For decades now, the Gallup Poll has surveyed Americans about their belief in evolution and creation. Year in and year out, the numbers seem to remain constant: about 40-45% of Americans appear to be Young-Earth creationists (YEC). The exact phrasing of the question is as follows:
Which of the following statements comes closest to your views on the origin and development of human beings: human beings have evolved over millions of years from other forms of life and God guided this process, human beings have evolved over millions of years from other forms of life, but God had no part in this process, or God created human beings in their present form at one time within the last 10,000 years.
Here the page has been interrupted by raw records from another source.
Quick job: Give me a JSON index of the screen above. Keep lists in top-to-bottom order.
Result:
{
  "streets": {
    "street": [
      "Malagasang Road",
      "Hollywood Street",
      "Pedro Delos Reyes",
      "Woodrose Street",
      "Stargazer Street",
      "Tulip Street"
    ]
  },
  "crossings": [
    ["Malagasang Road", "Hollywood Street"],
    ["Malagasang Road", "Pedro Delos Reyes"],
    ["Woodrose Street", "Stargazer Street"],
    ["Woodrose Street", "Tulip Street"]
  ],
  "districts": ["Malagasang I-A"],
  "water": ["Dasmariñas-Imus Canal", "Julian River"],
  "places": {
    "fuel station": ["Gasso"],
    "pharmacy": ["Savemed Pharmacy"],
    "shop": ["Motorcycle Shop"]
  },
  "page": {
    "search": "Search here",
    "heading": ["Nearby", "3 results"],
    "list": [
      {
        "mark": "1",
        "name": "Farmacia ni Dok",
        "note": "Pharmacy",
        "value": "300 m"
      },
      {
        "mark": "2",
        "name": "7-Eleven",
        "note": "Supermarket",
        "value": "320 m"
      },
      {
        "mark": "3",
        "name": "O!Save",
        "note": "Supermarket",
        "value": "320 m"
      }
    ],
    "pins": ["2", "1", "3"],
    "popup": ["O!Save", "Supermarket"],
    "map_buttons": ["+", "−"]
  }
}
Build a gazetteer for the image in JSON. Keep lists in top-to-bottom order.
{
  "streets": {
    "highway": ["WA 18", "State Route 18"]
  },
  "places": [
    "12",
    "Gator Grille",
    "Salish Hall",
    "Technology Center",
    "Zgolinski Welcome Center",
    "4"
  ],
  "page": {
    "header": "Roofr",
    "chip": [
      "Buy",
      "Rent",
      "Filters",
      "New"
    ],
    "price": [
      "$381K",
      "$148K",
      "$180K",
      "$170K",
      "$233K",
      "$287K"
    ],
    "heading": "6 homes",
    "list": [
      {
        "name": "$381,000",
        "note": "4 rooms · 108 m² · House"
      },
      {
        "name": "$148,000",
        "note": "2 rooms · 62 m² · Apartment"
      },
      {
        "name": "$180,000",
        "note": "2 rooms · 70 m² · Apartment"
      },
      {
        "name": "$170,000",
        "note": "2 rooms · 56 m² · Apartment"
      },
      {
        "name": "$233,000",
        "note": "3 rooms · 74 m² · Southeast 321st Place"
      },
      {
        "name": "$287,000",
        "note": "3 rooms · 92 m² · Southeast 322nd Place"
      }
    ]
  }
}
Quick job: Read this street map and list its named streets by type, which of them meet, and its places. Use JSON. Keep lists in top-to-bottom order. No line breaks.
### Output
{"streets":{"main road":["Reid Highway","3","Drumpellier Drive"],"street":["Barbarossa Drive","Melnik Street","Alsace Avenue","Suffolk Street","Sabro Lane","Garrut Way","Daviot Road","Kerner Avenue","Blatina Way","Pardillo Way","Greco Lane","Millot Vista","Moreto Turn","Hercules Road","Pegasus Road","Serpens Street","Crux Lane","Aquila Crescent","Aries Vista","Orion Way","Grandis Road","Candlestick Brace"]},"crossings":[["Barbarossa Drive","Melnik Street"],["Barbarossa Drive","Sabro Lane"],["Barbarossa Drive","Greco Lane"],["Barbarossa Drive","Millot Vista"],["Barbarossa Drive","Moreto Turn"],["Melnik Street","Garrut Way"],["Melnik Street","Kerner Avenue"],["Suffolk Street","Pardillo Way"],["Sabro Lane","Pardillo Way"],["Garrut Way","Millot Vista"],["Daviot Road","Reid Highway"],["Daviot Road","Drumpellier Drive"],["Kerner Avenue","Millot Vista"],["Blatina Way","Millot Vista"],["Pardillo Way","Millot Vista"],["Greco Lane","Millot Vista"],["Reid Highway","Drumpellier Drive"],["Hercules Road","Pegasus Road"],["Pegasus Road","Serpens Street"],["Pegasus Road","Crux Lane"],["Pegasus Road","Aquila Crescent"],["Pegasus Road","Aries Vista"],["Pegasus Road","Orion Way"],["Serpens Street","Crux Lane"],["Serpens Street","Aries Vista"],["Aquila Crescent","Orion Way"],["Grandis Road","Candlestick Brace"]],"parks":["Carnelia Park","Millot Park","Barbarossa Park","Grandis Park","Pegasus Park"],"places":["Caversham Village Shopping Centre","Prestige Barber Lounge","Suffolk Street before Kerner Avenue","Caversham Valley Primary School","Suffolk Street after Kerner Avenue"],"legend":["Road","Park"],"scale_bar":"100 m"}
For decades about 44% of the respondents agree to the last answer (YEC), another 37% chose the first answer (theistic evolution, ID creationist), and only 12% favor the second answer (non-theistic evolution). Gallup wrote these questions decades ago before there was much understanding of how the framing of a question can bias the answer, and for decades, they have kept the question the same so comparisons remain consistent. But social scientists know that polls can be very misleading, especially in the way the question is framed to force certain responses. For example, the Gallup poll only gives us three possibilities, and load two of the answers with “God”, which is an obvious bias right from the start. In addition, there is good evidence to suggest that human evolution is the real sticking point, and that most people don’t care one way or another if non-human creatures evolve or not. What if we asked people what they thought about specific scientific ideas, independent of emotional issues like “God” and “humans”?